IFNT biological activity and stroma cell sensitivity to IFNT stimulation
The SC gene expression response was considered as biological activity of IFNT. The linear range of ISG expression response to the IFNT stimulation in the SC dose-response experiment was calculated by evaluating the R 2 value of linear regression with fold-change data of each gene (ISG15, MX2, OAS1).
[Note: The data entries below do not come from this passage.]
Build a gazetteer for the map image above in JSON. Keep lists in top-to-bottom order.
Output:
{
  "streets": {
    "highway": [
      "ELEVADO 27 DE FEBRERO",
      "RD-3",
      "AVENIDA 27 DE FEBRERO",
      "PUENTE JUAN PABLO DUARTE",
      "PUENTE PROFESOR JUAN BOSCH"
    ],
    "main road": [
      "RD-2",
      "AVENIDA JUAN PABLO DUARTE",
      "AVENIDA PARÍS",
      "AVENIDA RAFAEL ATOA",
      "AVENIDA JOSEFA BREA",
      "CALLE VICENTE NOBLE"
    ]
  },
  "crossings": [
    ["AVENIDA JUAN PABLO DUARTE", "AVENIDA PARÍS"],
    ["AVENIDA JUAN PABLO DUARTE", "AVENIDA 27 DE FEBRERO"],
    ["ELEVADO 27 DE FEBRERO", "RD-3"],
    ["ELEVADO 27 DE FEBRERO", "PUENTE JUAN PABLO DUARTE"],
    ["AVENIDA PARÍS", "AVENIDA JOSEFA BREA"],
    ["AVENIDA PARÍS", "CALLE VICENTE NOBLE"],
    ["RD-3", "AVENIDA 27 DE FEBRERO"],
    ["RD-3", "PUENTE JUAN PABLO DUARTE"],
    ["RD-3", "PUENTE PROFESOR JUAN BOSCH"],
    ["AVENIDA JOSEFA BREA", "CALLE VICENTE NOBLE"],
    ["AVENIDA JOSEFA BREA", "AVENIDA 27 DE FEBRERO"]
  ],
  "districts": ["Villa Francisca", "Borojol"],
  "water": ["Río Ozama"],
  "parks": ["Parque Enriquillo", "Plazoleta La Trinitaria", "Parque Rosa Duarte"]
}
The highest and lowest linear concentrations were determined if the R 2 value between the corresponding values were higher than 0.97. The sensitivity was assessed by calculation of the ∆ct first being significantly different from 0. All these values were within the linear range.
Statistical analysis
All data were statistically analysed using the AddIn software XLSTAT Version 2018.1 (Addinsoft SARL, Paris, France) in Excel 2016 MSO (Microsoft, Washington, USA). All data are displayed as mean ± s.d. Whiskers in the box plot diagrams were created with the software IBM SPSS Statistics 23 and display the 95% confidence intervals (CI). The P-values in the embryo-stroma-cell co-culture were calculated using two sample Student’s t-test or Mann–Whitney test analysis considering normal distribution calculated with the Kolmogorov–Smirnov test. In the dose-response experiment a generalized linear mixed model was used to test for statistically significant gene expression induction as a consequence of IFNt exposure (RStudio, Version 1.1.456). The concentration was used as fixed effect, and the animal and replicate were included as random factors. The statistical differences in gene expression levels between different exposure groups were assessed by an ANOVA with Tukey post-hoc test (Bretz et al. 2010). Values <0.05 were considered as statistically significant. Correlation analysis was carried out using Pearson correlation. XLSTAT software was used for the discriminant analysis including cross validation. The qPCR data from samples with divergent melting temperatures or lost samples were not included for sample analysis.
Results
Method validation
IFNT-translation: ELISA
The two most superior polyclonal rabbit anti-IFNT 1c and the anti-IFNT 3a antibodies were selected for the establishment and validation of a sandwich ELISA. Both antibodies efficiently detected either variant of IFNT but were not able to discriminate them. For this reason, only total IFNT concentration was assessed with the ELISA. The detection limit (LOD) of the immunoassay was 7.3 pg/mL, while the quantification limit (LOQ) was 24.9 pg/mL. Above the LOQ, the recovery, the inter-assay precision and intra-assay precision were below 12%. Cross reactivity (4%) was only detected against the most closely related IFNW, whereas all other prominent and related IFN were not detected. The dilution of the different matrices including uterine flushing, DMEM/12 + 10% FBS, and SOF medium did not influence the linear detection of IFNT. Native IFNT was detected parallel and in the same dynamic as the recombinant IFNT standard (Supplementary Table 1, see section on supplementary data given at the end of this article). The recovery rate within the quantification range of IFNT protein after 24 h incubation with endometrial SC was 85 ± 11%.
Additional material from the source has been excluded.